Husnul kini bisa sedikit bernafas lega. Tujuan awalnya mendirikan TPM adalah untuk mengalihkan perhatian anak-anak dari video games, dan itu sudah tercapai. Tiga bulan pertama TPM dibuka, warung video games tutup karena anak-anak tidak ada yang bermain. Husnul juga bersyukur, beberapa anak-anak TPM Tanyoe bisa mendapat beasiswa. Ini membuat anak-anak dan orangtua yang lain jadi terpacu. Dulu banyak yang merasa TPM ini tidak berguna karena kegiatannya lebih terlihat seperti bermain. Namun, ketika ada anak dari keluarga kurang mampu yang mendapat beasiswa, mereka merasa akan punya peluang yang sama bila ikut bergabung di TPM.
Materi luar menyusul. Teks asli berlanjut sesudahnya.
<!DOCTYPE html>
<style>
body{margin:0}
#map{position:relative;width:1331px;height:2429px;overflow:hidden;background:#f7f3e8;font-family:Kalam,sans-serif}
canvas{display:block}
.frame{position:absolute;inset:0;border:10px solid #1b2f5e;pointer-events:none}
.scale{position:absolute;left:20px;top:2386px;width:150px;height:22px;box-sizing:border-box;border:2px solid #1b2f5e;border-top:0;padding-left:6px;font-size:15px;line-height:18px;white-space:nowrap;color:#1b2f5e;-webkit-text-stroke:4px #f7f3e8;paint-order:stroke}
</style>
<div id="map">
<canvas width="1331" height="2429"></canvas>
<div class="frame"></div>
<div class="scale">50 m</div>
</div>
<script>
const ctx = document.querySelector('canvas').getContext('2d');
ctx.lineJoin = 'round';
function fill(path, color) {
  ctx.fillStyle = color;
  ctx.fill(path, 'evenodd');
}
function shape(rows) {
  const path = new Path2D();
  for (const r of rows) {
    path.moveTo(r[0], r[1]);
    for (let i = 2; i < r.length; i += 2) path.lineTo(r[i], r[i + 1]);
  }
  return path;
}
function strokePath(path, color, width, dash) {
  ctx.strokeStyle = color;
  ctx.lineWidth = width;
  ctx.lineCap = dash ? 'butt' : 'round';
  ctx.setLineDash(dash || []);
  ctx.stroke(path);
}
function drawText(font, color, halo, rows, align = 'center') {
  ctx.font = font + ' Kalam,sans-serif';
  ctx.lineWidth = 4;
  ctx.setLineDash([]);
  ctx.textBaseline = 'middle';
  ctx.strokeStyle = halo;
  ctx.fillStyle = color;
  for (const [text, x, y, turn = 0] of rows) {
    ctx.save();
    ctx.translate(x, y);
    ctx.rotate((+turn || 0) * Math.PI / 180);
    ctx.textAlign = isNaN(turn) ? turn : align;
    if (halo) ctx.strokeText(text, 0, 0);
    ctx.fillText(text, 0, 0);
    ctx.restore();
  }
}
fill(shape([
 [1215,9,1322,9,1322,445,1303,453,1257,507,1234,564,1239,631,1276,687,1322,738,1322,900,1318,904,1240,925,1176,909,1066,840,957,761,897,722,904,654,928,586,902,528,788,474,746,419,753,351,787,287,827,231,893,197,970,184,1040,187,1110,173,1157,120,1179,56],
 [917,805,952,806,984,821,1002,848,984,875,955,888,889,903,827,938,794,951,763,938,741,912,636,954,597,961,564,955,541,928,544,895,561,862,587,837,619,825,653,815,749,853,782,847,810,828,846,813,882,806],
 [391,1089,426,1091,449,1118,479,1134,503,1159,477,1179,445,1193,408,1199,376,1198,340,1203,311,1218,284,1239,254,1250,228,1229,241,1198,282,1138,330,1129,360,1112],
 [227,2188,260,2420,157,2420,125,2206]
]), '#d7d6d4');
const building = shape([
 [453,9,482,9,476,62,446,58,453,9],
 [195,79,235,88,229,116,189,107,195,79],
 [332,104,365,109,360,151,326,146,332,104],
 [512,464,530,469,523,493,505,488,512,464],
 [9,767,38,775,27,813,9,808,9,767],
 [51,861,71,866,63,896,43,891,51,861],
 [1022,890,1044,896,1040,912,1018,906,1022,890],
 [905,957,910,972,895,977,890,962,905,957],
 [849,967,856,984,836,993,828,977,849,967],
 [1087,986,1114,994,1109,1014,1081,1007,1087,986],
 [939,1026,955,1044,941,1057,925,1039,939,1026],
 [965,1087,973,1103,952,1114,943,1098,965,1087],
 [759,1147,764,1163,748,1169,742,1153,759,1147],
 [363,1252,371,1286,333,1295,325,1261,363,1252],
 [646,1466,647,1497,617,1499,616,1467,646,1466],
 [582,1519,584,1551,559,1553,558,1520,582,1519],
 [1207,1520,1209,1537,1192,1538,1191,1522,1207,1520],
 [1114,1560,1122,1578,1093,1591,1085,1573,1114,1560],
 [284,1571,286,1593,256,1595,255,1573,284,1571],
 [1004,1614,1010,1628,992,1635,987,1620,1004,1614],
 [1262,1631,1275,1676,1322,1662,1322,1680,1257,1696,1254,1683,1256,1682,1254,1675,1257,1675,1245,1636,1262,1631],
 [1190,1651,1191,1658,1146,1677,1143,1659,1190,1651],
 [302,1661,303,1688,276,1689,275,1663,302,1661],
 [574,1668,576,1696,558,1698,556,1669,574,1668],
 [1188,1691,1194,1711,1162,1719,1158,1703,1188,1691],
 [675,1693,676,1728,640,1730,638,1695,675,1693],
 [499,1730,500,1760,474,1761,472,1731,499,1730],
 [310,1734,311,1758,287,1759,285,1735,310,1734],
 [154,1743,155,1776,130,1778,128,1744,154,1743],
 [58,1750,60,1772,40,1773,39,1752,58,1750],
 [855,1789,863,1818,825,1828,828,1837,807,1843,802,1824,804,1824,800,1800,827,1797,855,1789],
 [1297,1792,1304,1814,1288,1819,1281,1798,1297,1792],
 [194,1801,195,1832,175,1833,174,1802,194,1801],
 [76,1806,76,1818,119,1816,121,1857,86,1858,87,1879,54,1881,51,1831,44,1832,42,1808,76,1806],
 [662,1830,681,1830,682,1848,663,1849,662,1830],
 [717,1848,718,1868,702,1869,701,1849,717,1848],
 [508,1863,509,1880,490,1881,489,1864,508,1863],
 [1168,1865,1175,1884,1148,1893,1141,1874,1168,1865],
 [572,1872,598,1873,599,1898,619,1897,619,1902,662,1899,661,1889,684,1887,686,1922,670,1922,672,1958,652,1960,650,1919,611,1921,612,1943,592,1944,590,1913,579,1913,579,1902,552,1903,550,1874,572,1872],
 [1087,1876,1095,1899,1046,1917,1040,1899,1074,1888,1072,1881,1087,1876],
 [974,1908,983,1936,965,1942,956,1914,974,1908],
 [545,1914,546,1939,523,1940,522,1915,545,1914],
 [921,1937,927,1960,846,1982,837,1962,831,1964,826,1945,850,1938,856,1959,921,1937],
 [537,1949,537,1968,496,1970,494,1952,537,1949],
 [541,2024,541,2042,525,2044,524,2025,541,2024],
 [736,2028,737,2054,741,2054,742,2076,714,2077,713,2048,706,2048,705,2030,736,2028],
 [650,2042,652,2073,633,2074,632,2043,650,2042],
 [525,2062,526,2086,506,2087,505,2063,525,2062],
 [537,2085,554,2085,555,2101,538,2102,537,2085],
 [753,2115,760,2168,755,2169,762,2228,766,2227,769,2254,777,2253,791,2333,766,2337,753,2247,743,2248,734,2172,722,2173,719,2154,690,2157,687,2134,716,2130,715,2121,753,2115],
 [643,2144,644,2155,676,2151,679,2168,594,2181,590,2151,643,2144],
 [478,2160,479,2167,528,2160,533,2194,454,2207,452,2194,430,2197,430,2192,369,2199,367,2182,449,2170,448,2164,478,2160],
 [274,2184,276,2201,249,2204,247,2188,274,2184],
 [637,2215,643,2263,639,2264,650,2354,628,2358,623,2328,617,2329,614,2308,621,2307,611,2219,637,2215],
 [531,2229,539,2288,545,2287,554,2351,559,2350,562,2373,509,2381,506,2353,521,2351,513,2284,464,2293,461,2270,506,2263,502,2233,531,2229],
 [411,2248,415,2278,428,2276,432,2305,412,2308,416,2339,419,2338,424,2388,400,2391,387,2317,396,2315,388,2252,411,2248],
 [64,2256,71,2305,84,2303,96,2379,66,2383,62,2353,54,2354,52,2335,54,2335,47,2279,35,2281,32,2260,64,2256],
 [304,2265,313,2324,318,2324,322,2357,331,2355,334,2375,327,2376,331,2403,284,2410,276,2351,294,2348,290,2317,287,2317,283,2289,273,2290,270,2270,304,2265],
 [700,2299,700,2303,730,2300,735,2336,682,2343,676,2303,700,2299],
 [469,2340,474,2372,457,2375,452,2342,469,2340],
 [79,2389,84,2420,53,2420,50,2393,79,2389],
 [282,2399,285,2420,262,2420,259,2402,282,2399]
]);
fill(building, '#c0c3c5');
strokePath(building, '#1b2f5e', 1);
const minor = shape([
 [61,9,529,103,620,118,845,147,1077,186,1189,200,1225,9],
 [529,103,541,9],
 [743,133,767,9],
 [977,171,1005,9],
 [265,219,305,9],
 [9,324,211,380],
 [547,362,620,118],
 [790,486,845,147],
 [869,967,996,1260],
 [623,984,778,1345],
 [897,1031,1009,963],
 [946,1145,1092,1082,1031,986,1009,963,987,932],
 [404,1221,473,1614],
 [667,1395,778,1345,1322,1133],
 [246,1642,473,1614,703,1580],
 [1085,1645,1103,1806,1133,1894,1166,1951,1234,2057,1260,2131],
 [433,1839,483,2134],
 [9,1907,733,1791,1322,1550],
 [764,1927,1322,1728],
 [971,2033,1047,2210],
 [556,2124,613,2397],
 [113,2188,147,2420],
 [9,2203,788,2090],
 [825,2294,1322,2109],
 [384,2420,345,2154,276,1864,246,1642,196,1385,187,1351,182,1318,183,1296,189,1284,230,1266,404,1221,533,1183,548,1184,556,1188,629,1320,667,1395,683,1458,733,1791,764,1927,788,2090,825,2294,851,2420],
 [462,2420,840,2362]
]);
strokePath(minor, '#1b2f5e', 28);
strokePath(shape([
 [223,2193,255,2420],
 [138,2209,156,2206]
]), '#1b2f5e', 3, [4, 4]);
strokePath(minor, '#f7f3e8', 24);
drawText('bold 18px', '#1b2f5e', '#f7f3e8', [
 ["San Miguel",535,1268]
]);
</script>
Husnul berharap TPM Tanyoe bisa bertahan dan mampu menciptakan regenerasi berikutnya, sehingga semangat berbagi yang ditularkan akan terus ada. Kalau TPM hanya bergantung pada Husnul, maka bila Husnul pergi, kegiatan TPM pun akan berhenti juga, dan hanya sampai di Lambirah saja. Tapi dengan regenerasi, meskipun Husnul sudah tidak ada lagi di Lambirah, TPM akan tetap bertahan, bahkan bisa diduplikasi ke daerah lain. Sekarang pun, menurut Husnul, sudah ada beberapa teman yang sedang dalam proses mendirikan TPM serupa di daerah lain. Kini, setelah TPM Tanyoe berdiri, Husnul juga melihat ada pola yang berubah di kampung Lambirah. Jika dulu yang menjadi ukuran adalah anak yang cantik atau ganteng, sekarang anak yang pintar dan berprestasi. Kampungnya pun sekarang juga lebih terbuka. Misalnya, pernah mendapat kunjungan mahasiswa dari Universitas Malaya, Malaysia, yang melakukan bakti sosial dan KKN karena ingin melihat TPM Tanyoe seperti apa.
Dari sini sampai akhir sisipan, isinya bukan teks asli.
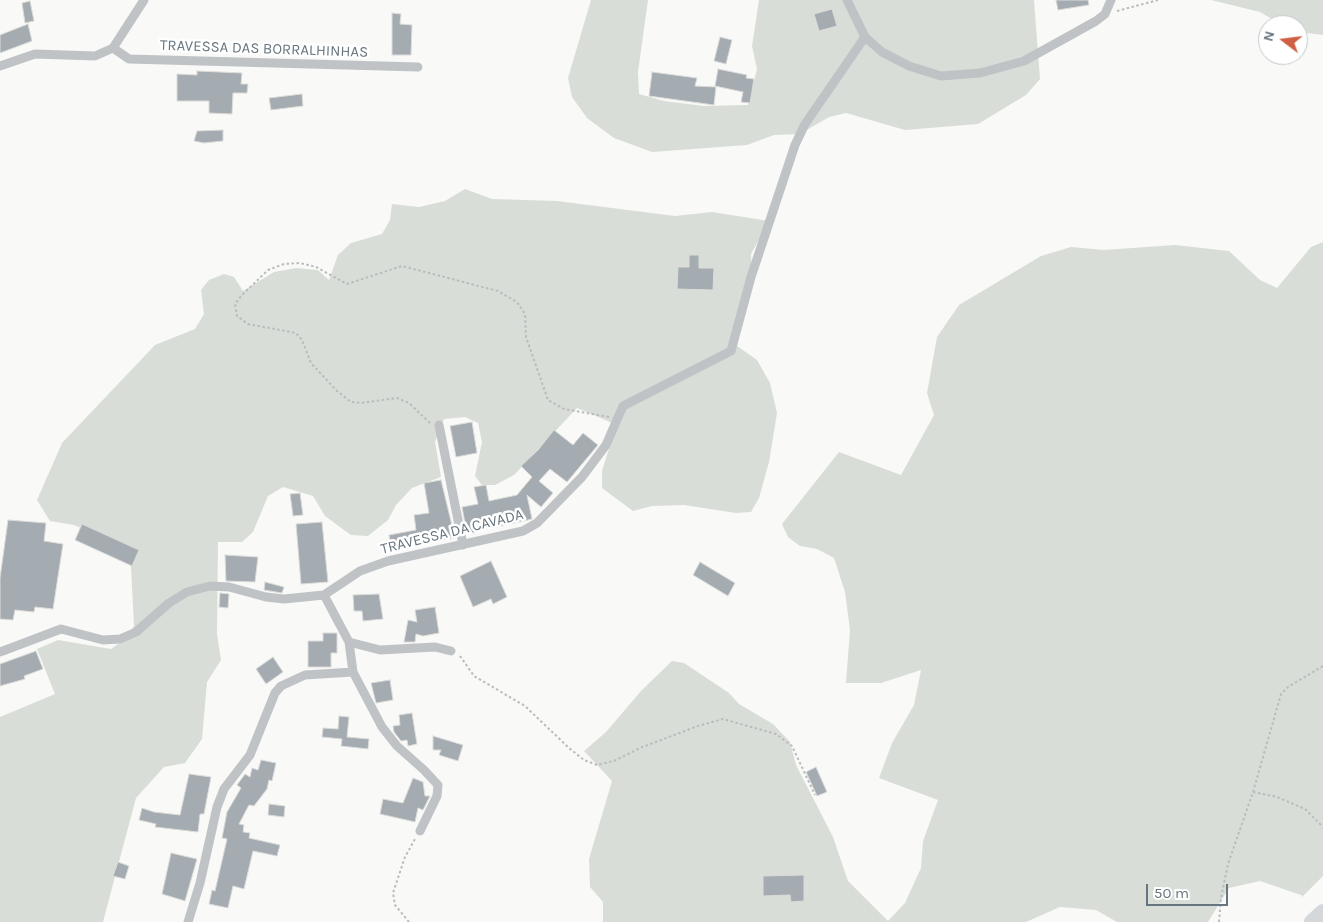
<!DOCTYPE html>
<style>
body{margin:0}
#map{position:relative;width:1323px;height:922px;overflow:hidden;background:#f9f9f7;font-family:Karla,sans-serif}
canvas{display:block}
.north{position:absolute;left:1258px;top:15px;width:50px;height:50px;box-sizing:border-box;background:#fff;border:1px solid #c2c8cb;border-radius:50%;rotate:285deg;font-size:14px;font-weight:700;line-height:20px;text-align:center;color:#67757e}
.north::after{content:'';display:block;margin:auto;width:18px;height:22px;background:#cf5f42;clip-path:polygon(50% 0,100% 100%,50% 72%,0 100%)}
.scale{position:absolute;left:1146px;top:884px;width:82px;height:22px;box-sizing:border-box;border:2px solid #67757e;border-top:0;padding-left:6px;font-size:15px;line-height:18px;white-space:nowrap;color:#67757e;-webkit-text-stroke:4px #fff;paint-order:stroke}
</style>
<div id="map">
<canvas width="1323" height="922"></canvas>
<div class="north">N</div>
<div class="scale">50 m</div>
</div>
<script>
const ctx = document.querySelector('canvas').getContext('2d');
ctx.lineJoin = 'round';
function paint(path, color) { ctx.fillStyle = color; ctx.fill(path, 'evenodd'); }
const shape = rows => new Path2D(rows.map(r => 'M' + r).join(''));
function trace(path, color, width, dash) { ctx.strokeStyle = color; ctx.lineWidth = width; ctx.lineCap = dash ? 'butt' : 'round'; ctx.setLineDash(dash || []); ctx.stroke(path); }
function drawText(font, color, halo, rows, align = 'center') {
  ctx.font = font + ' Karla,sans-serif'; ctx.lineWidth = 5; ctx.setLineDash([]); ctx.textBaseline = 'middle'; ctx.strokeStyle = halo; ctx.fillStyle = color; for (const [text, x, y, turn = 0] of rows) {
    ctx.save(); ctx.translate(x, y); ctx.rotate((+turn || 0) * Math.PI / 180); ctx.textAlign = isNaN(turn) ? turn : align; if (halo) ctx.strokeText(text, 0, 0); ctx.fillText(text, 0, 0); ctx.restore();
  }
}
const green = shape([
 [591,0,648,0,638,72,639,94,664,101,704,106,748,105,757,69,752,46,759,0,1034,0,1040,79,1026,95,978,124,905,130,846,113,829,117,800,134,774,135,747,145,652,152,614,138,587,118,572,97,568,78],
 [1211,0,1323,0,1323,35,1298,32,1298,25,1282,25,1260,12],
 [465,189,492,199,557,201,675,216,712,212,769,221,751,254,752,274,737,346,757,360,770,383,777,413,769,462,759,498,751,512,736,513,684,505,652,506,633,511,602,488,602,471,615,429,610,422,577,408,514,475,495,485,482,485,475,476,482,442,478,423,465,417,444,419,435,442,441,477,412,488,396,505,388,520,368,536,351,535,325,516,313,496,283,487,268,496,253,532,242,542,218,542,217,634,221,660,207,682,202,739,185,763,164,767,136,798,103,922,0,922,0,717,55,694,37,649,58,640,111,649,124,640,134,626,130,548,74,525,50,521,37,500,62,443,155,345,195,329,204,314,201,290,209,280,224,274,234,277,243,291,274,272,296,268,318,270,329,280,338,255,351,243,382,234,390,220,392,204,419,207,445,201],
 [1323,242,1323,876,1302,897,1301,895,1260,881,1229,888,1208,922,1117,922,1096,910,1060,907,1026,922,603,922,603,902,590,887,589,859,612,781,584,751,606,732,641,691,672,661,684,663,729,693,739,704,773,724,790,742,796,765,833,837,848,881,888,921,905,903,921,868,923,841,938,800,879,778,892,743,914,705,921,670,881,683,846,683,850,630,845,592,834,558,817,549,800,546,788,537,782,524,839,452,901,475,934,415,927,393,937,337,959,305,1041,256,1071,247,1104,250,1175,245,1229,251,1260,280,1277,288,1311,247]
]);
const building = shape([
 [1056,0,1088,0,1089,5,1058,10,1056,0],
 [30,1,34,21,25,23,22,3,30,1],
 [832,9,837,26,819,31,814,14,832,9],
 [392,13,401,14,400,24,412,25,411,55,392,55,392,13],
 [28,24,32,41,0,53,0,35,28,24],
 [720,37,732,40,726,64,714,61,720,37],
 [718,69,747,75,746,78,754,79,750,103,741,102,743,92,715,86,718,69],
 [197,71,242,73,241,84,248,84,247,93,233,93,232,114,209,113,209,101,177,101,177,74,197,75,197,71],
 [652,72,697,78,695,86,716,87,714,105,649,96,652,72],
 [302,94,303,106,271,110,269,98,302,94],
 [223,130,223,141,204,143,194,141,197,131,223,130],
 [689,255,699,255,699,268,714,268,713,290,677,289,678,267,689,267,689,255],
 [472,422,477,453,456,457,450,426,472,422],
 [554,430,573,445,583,433,598,445,567,482,550,469,539,481,553,493,541,507,527,495,532,519,493,528,492,523,474,526,475,532,467,534,462,507,478,504,474,487,486,485,489,501,517,495,532,477,521,466,538,450,554,430],
 [441,480,455,538,391,549,389,535,416,530,414,515,429,513,424,483,441,480],
 [300,493,303,515,293,516,290,494,300,493],
 [8,520,46,523,44,541,63,544,53,609,35,607,34,612,15,610,13,620,0,619,0,578,8,520],
 [322,522,328,582,301,584,296,524,322,522],
 [82,524,139,550,132,566,75,540,82,524],
 [225,555,258,557,255,582,226,581,225,555],
 [491,561,507,597,493,604,491,599,473,607,460,576,491,561],
 [700,562,735,583,728,596,693,575,700,562],
 [265,582,284,587,282,593,264,590,265,582],
 [220,593,229,594,228,608,219,607,220,593],
 [379,594,383,619,363,621,362,611,354,611,353,595,379,594],
 [435,607,439,633,423,636,416,634,415,642,404,642,408,620,417,622,415,610,435,607],
 [323,633,337,633,337,653,331,653,331,667,308,667,308,641,323,641,323,633],
 [36,651,43,669,24,676,25,679,0,686,0,664,36,651],
 [273,657,283,672,266,684,256,669,273,657],
 [390,680,393,700,376,703,371,683,390,680],
 [412,713,417,744,408,746,407,740,401,741,394,732,393,726,400,725,399,715,412,713],
 [339,716,349,717,347,737,369,739,368,749,341,746,342,739,322,737,323,728,338,729,339,716],
 [433,736,463,745,458,761,439,755,441,750,433,750,433,736],
 [261,760,276,763,272,781,269,780,267,789,254,806,249,805,239,824,244,825,243,832,250,833,249,838,280,845,277,856,253,851,244,889,233,886,228,908,209,904,212,890,215,891,227,839,222,838,227,812,241,788,237,785,245,774,250,777,252,768,258,770,261,760],
 [816,767,827,792,817,796,806,772,816,767],
 [189,774,211,777,204,814,200,814,198,832,155,827,156,824,139,820,142,808,154,812,180,815,189,774],
 [413,778,423,782,425,796,430,796,423,810,418,808,415,822,380,814,383,799,403,803,413,778],
 [269,804,285,806,284,817,268,815,269,804],
 [171,853,197,859,185,901,162,894,171,853],
 [118,862,129,866,125,879,113,876,118,862],
 [804,875,804,901,791,902,790,895,763,896,763,876,804,875]
]);
const path = shape([
 [1117,11,1158,0],
 [430,423,409,403,397,398,361,403,351,402,337,391,311,363,302,340,296,333,248,324,237,316,235,304,242,295,268,270,284,264,300,263,316,267,347,284,402,266,498,291,517,302,525,314,526,337,548,400,564,409,609,417],
 [460,656,474,676,525,706,569,748,584,760,597,765,614,761,640,748,698,726,723,719,776,734,792,746,815,795],
 [1253,792,1277,797,1305,809,1323,827],
 [409,922,395,905,393,893,405,857,415,839],
 [1219,922,1221,898,1228,864,1253,792,1281,694,1288,687,1323,666]
]);
const street = shape([
 [847,0,865,37,882,52,909,66,941,76,980,73,1024,61,1096,21,1105,14,1111,0],
 [113,48,129,59,418,67],
 [0,66,35,54,95,56,113,48,144,0],
 [439,425,463,545],
 [324,595,349,642,353,672,382,727,397,746,424,770,438,785,437,796,420,831],
 [349,642,380,650,435,647,451,651],
 [0,652,61,629,103,640,120,639,136,632,169,603,187,592,210,586,229,587,266,597,284,599,324,595,360,571,388,561,523,531,537,523,582,477,606,445,623,406,731,351,751,277,795,145,805,124,865,37],
 [188,922,200,883,217,807,224,789,250,755,275,693,281,686,305,675,353,672]
]);
const highway = shape([
 [1312,922,1323,912]
]);
const streetNames = [
 ["TRAVESSA DAS BORRALHINHAS",264,49,2],
 ["TRAVESSA DA CAVADA",452,532,-14]
];
paint(green, '#d9ddd7');
paint(building, '#a4acb1');
trace(building, '#dbdbd9', 1);
trace(path, '#b9bcbe', 2, [2.5, 2.5]);
trace(street, '#bfc3c6', 9);
trace(highway, '#d5d8db', 16);
drawText('15px', '#67757e', '#fff', streetNames);
</script>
PR terbesar yang Husnul hadapi sekarang adalah bagaimana membuat TPM Tanyoe bisa bertahan dan menyebar ke daerah lain. Sekarang sudah ada pengurus TPM yang mendapat beasiswa. Husnul pun berharap, adik-adik yang sekarang menjadi murid, kelak ingin juga mengajar di sini, karena berharap mendapat beasiswa. Husnul juga berharap pengurus TPM bisa mendapat semacam uang transpor atau uang pengganti pulsa. Kini, TPM Tanyoe juga melakukan kerja sama dengan berbagai lembaga, bentuknya bisa berupa grant atau hibah, buku, kunjungan, dan sebagainya. Salah satunya dengan Regional English Language Office (RELO) dari Kedutaan Besar Amerika. Berkat kerja keras Husnul, TPM Tanyoe juga berhasil meraih berbagai penghargaan, salah satunya Juara Perpustakaan Desa Se-Aceh Besar. Sedangkan penghargaan untuk Husnul pribadi, antara lain Pelita Nusantara Award 2013 dam mengikuti Youth Leadership Camp ke Australia tahun 2012. Kesibukannya megurus TPM Tanyoe, juga tak membuat semangat Husnul menurun saat saat melanjutkan studi S2 di Universitas Syiah Kuala, Banda Aceh, Perempuan yang hobi traveling, membaca novel, dan bertemu dengan hal-hal atau orang baru ini mengaku, orangtua, khususnya sang ibu, adalah inspirasi hidupnya.